Il est curieux que Pyrrhon n'ait laissé aucun écrit. Et qu'il n'ait pas fondé d'école, au sens propre du terme, à une époque où chaque philosophe novateur avait le souci de laisser un enseignement et de définir un mode de transmission. Comme Bouddha en son temps Pyrrhon veut agir directement sur l'esprit de ses contemporains, y provoquer un éveil par son exemple et sa parole. A lire Diogène Laerce il aurait tenté quelque temps de promouvoir une sorte de contre-philosophie, renversant toutes les thèses en usage,  prônant l'insaisissabilité (akatalepsia) et la suspension du jugement (epochè). Mais notre homme, soudain, sans prévenir personne, partait en voyage, "faisait retraite et vivait en solitaire". Parfois on le surprenait à se parler à lui-même. Ou de continuer à parler alors que ses interlocuteurs s'étaient retirés. De fait, le portrait que nous en avons conservé est complexe et déroutant. Comme est déroutante l'acceptation du poste de Grand Prêtre d'Hadès chez un homme qui fait profession de ne s'attacher à rien. S'il eut quelques disciples de son vivant (Euryloque, Timon, Nausiphane) ils ne se constituèrent pas en une école à proprement parler. Plus tard les Sceptiques invoquèrent son patronage mais il n'est pas sûr qu'ils fussent véritablement fidèles à son enseignement.

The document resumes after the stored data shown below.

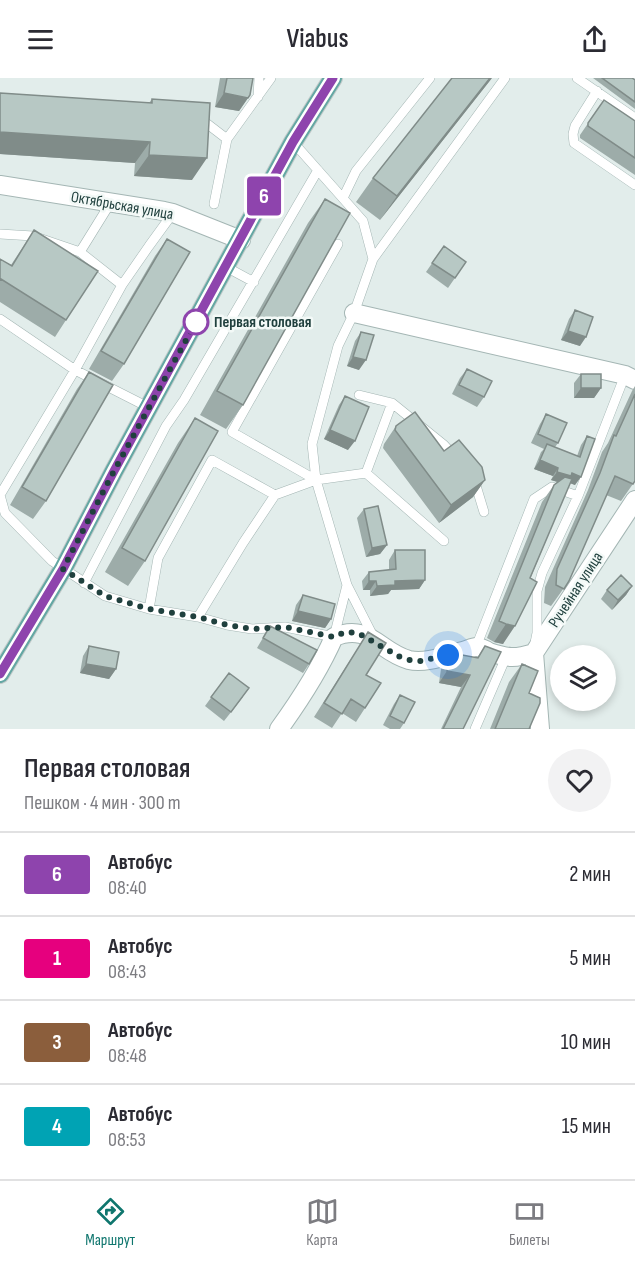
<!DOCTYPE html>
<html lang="ru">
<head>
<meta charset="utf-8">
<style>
  body { margin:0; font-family:"Sofia Sans Condensed",sans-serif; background:#f2f2f3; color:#2b2b33; height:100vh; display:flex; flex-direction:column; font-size:22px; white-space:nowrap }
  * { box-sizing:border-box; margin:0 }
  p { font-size:20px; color:#7c7c81 }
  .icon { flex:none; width:33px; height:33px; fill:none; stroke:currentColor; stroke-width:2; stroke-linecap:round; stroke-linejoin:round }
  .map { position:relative; height:651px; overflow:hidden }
  .side { display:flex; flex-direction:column; background:#fff; flex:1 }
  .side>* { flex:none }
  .badge { padding:0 12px; border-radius:4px; font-size:21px; line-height:39px }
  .tools { position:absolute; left:550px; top:567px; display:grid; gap:12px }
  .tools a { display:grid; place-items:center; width:66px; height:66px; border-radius:50%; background:#fff; box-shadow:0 3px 9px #0003; font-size:30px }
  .you { position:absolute; width:30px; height:30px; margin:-15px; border:4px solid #fff; border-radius:50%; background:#1a73e8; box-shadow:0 0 0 9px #1a73e833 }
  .map>.badge { position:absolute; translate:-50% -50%; box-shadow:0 0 0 3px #fff }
  .round { display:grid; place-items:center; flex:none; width:63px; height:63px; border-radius:32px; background:#f2f2f3 }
  .head { display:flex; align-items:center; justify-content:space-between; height:102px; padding:0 24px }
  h1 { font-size:28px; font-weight:600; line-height:45px }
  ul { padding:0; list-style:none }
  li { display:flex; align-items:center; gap:18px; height:84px; padding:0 24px; border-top:2px solid #e1e1e2 }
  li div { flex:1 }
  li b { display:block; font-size:22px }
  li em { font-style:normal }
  li .badge { min-width:66px; font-weight:700; text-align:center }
  header { display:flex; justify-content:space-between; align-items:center; height:78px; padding:0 24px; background:#fff; font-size:27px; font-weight:600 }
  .tab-bar { display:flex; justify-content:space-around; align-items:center; height:84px; border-top:2px solid #e1e1e2; background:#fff; font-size:16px; color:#7c7c81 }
  .tab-bar a { display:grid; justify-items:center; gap:3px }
  .tab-bar .active { color:#0f766e }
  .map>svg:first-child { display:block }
</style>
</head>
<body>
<header><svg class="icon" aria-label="menu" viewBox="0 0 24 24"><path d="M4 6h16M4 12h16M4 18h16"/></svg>Viabus<svg class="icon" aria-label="share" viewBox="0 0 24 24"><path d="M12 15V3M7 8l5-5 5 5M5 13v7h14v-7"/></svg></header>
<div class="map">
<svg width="635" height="651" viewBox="0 0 635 651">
  <rect width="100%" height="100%" fill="#e2edeb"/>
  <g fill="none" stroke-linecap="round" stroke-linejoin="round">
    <defs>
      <path id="lane" d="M577,0L635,40
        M597,13L575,48L573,56L574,65L635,107
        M258,19L259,0
        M201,41L227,61L214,126
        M227,61L271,0
        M343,120L356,93L430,0
        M173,135L149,168L122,207L75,292L0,417L5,435L52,483L105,518L149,531L198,539L227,547L252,551L285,549L334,559L347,507L316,402L312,366L338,268L354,235L373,181L363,143L293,64
        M0,156L33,158L80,174L111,124
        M80,174L122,207
        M373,181L505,0
        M226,189L254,204
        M0,241L75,292L140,325
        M359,317L392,325L444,367L455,379
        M366,395L392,325
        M474,401L484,434
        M316,402L232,354L338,166
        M84,505L166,348L184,322L318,92
        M347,507L373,558
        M149,531L158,480L212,382L275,417
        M198,539L243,465L275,417L316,402L366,395L444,463
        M535,565L537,555V513L542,495L578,418L625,297
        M476,569L534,421L552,409L578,418
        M475,651L506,579"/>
      <path id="street" d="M0,107L164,133L173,135L241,162
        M354,235L625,297L635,302
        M534,575L540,651
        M279,651C300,622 320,591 334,559C369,544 379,574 409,582C426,586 447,577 463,573C467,572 473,569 476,569C480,569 486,572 489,574C508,580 514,581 534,575L635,422"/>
      <path id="primary" d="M0,596L63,491L114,393L293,64L333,0"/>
    </defs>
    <use href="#lane" stroke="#a4b6b4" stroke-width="10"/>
    <use href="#street" stroke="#a4b6b4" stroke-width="20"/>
    <use href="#primary" stroke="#c1cac9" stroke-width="20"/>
    <use href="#lane" stroke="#fff" stroke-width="9"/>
    <use href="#street" stroke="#fff" stroke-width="18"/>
    <use href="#primary" stroke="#63a7a3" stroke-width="18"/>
  </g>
  <path fill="#9daca9" d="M220,0H253L250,17L239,33L215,29Z
    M492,0L380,142L356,124L373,100Z
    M593,0H632L635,2V31Z
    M0,15L149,25L152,21L192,102L134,98L135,85L0,76Z
    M604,22L635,43V97L580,60V57Z
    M325,121L243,327L226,351L200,337L308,145Z
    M34,152L66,242L55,259L0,224V181L11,187Z
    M167,161L124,286L112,303L89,291L155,178Z
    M444,168L466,184L448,210L426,194Z
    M575,232L580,268L561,262L569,241Z
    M361,254L359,292L347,288L355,263Z
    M467,291L484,319L477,329L452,316L460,300Z
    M89,294L46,423L33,441L10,427L77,311Z
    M581,296L601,310L594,320H574V305Z
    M635,308V403L621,423L606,417L569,503L551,528L544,525L545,509L588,412L602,374L608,365L632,313Z
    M345,318L348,372L324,361L339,327Z
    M546,336L558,365L555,369L577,378L581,367L587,358L575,407L570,405L503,566L494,564L487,560L542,424L554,407L557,404L551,402L553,398L534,391L541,374L544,371L531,365L540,346Z
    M195,340L145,483L128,508L105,494L178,365Z
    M396,348L444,373L485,402L473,419L439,445L383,370L384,366Z
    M364,431L387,467L380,476L366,479L357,440Z
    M395,472L425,502L419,511L391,512L388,516L370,518V512H363L362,503L369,494L389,492V482Z
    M632,508L626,517L612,532L601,521L607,512Z
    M303,517L331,541L325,550L292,543L296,527Z
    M270,548L309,586L303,595L257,570Z
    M368,554L365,630L356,644L342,635L332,650L314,639Z
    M89,568L116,591L109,601L80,595L83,578Z
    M485,568L463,651H441L461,609L439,605L441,591L450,578L477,580Z
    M522,586L529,615V651H490L509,604Z
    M229,595L243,619L224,643L205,628Z
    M400,617L404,645L400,651H390L383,647L394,626Z"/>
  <path fill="#808c89" d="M490,0H492L380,142L397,118Z
    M224,15L248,20L239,33L215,29Z
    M0,54L150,64L135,85L0,76Z
    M149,77L207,80L192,102L134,98Z
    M568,253L586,259L580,268L561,262Z
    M353,279L366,282L359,292L347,288Z
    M581,310H601L594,320H574Z
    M330,352L355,363L348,372L324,361Z
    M540,382L558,390L553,398L534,391Z
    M557,394L572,395L581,399L575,407L567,404L565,406L551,402Z
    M485,402L473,419L439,445L451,427Z
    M387,467L380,476L366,479L372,470Z
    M425,502L419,511L391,512L388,516L370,518L377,508L395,503Z
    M369,503H376L370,512H363Z
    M632,508L626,517L612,532L618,522Z
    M298,533L331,541L325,550L292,543Z
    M506,546L515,548L503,566L494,564Z
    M86,586L116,591L109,601L80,595Z
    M447,593L470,597L461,609L439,605Z"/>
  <path fill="#b7c8c4" stroke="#808c89" stroke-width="1.5" d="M227,0H253L250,17L248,20L224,15Z
    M452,0H490L397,118L373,100Z
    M602,0H632L635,2V24Z
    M0,15L152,25V21L210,25L207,80L149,77L150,64L0,54Z
    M604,22L635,43V80L588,48V45Z
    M325,121L350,135L243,327L217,313Z
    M34,152L98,193L66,242L1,201L0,202V181L12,188Z
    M167,161L190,174L124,286L101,273Z
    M444,168L466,184L455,200L432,185Z
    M575,232L593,239L586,259L568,253Z
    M361,254L374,257L366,282L353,279Z
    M467,291L492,303L484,319L459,307Z
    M89,294L113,307L46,423L22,409Z
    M581,296H601V310H581Z
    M635,316V403L633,406L615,398L569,503L564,511L556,507L557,491L600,395L614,357L616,358Z
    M345,318L369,329L355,363L330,352Z
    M415,334L444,373L459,362L482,389L485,402L451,427L395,352L396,348Z
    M546,336L567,345L558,365L538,356Z
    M195,340L218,353L145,483L122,470Z
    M587,358L595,361L581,399L572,395L571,398L557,394L558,390L540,382L547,366L580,379Z
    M565,399L572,401L530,500L537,504L515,548L506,546L499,543L554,407Z
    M378,428L387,467L372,470L364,431Z
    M395,472H425V502L395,503V507L377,508L376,503H369V494L396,491Z
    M621,497L632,508L618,522L607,512Z
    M303,517L335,526L331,541L298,533Z
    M270,548L317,572L309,586L263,560Z
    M368,554L386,565L366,597L381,605L365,630L351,621L342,636L324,625Z
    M89,568L119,574L116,591L86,586Z
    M485,568L501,574L463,651H443L470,597L447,593L450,578L457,576L478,580Z
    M522,586L538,593L529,615L540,620V625L529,651H495Z
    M606,589L611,591L606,602Z
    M229,595L249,610L231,634L211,619Z
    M400,617L415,624L404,645L390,638Z"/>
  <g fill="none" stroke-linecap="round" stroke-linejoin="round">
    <defs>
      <path id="line" d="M0,596L63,491L114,393L293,64L333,0"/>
    </defs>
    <use href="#line" stroke="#fff" stroke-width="14"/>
    <use href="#line" stroke="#8e44ad" stroke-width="9"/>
    <path stroke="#20403e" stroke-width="6" stroke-dasharray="0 10.8" d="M196,244L114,393L63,491L105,518L149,531L198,539L227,547L252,551L285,549L334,559L345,554L358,555L400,579L410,582L420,583L448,577"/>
  </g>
  <circle fill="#fff" stroke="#8e44ad" stroke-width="3" cx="196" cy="244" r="12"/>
  <g text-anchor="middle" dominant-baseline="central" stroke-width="5" stroke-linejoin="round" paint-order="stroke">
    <g font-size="16" fill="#20403e" stroke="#f3f9f7">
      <text transform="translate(122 128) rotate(10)">Октябрьская улица</text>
      <text transform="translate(576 512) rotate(-57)">Ручейная улица</text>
    </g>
    <g font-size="16" font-weight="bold" fill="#20403e" stroke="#f3f9f7" text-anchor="start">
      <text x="214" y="244">Первая столовая</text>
    </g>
  </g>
</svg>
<div class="tools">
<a><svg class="icon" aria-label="layers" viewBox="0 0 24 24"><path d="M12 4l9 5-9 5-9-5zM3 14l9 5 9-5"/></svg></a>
</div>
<div class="you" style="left:448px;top:577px"></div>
<b class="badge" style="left:264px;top:118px;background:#8e44ad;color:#fff">6</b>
</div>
<section class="side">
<div class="head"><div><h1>Первая столовая</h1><p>Пешком · 4 мин · 300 m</p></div><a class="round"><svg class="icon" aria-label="heart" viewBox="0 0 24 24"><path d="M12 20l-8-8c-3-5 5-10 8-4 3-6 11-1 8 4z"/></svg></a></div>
<ul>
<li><span class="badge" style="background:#8e44ad;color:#fff">6</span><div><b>Автобус</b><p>08:40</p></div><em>2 мин</em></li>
<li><span class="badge" style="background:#e6007e;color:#fff">1</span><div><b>Автобус</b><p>08:43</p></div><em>5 мин</em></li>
<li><span class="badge" style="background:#8b5e3c;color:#fff">3</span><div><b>Автобус</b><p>08:48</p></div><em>10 мин</em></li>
<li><span class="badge" style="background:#00a3b4;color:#fff">4</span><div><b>Автобус</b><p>08:53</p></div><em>15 мин</em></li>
</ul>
</section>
<nav class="tab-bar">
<a class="active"><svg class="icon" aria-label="directions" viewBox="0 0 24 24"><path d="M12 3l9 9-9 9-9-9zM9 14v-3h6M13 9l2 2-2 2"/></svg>Маршрут</a>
<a><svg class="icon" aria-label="map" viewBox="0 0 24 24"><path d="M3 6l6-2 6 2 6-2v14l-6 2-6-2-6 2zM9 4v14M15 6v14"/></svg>Карта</a>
<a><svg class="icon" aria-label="tickets" viewBox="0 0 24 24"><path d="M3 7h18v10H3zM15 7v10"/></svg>Билеты</a>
</nav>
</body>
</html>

Pyrrhon est et reste un solitaire.

On se demandera si la pensée de Pyrrhon, pour autant que nous puissions la saisir et la comprendre, n'est pas essentiellement réfractaire à l'écriture. On peut toujours établir quelques principes généraux, comme le "ou mallon" (rien n'est plus ceci que cela), ou la non-différence (adiaphoria), ou l'insaisissabilité et quelques principes du même tonneau, mais sitôt qu'on les énonce on les fige, on en fait une autre doctrine de vérité alors qu'on se proposait de ruiner toute doctrine. Cette prodigieuse machine de guerre qui faisait voler en éclats toutes les thèses sur l'être et le non-être, toutes les distinctions entre le phénomène et l'essence, elle qui ouvrait l'espace au vide, à l'absence d'attachement, voilà qu'elle va servir à soutenir un nouveau dogmatisme. Ce danger, ce risque de l'absurde et de la contradiction, il n'est qu'une méthode pour les éliminer : "notre assertion aussi, après avoir aboli les autres, s'élimine d'elle-même par retournement, à l'égal des purgatifs qui, après avoir fait s'évacuer les matières, s'évacuent eux-mêmes par le bas et sont éliminées".(DL,IX, 76)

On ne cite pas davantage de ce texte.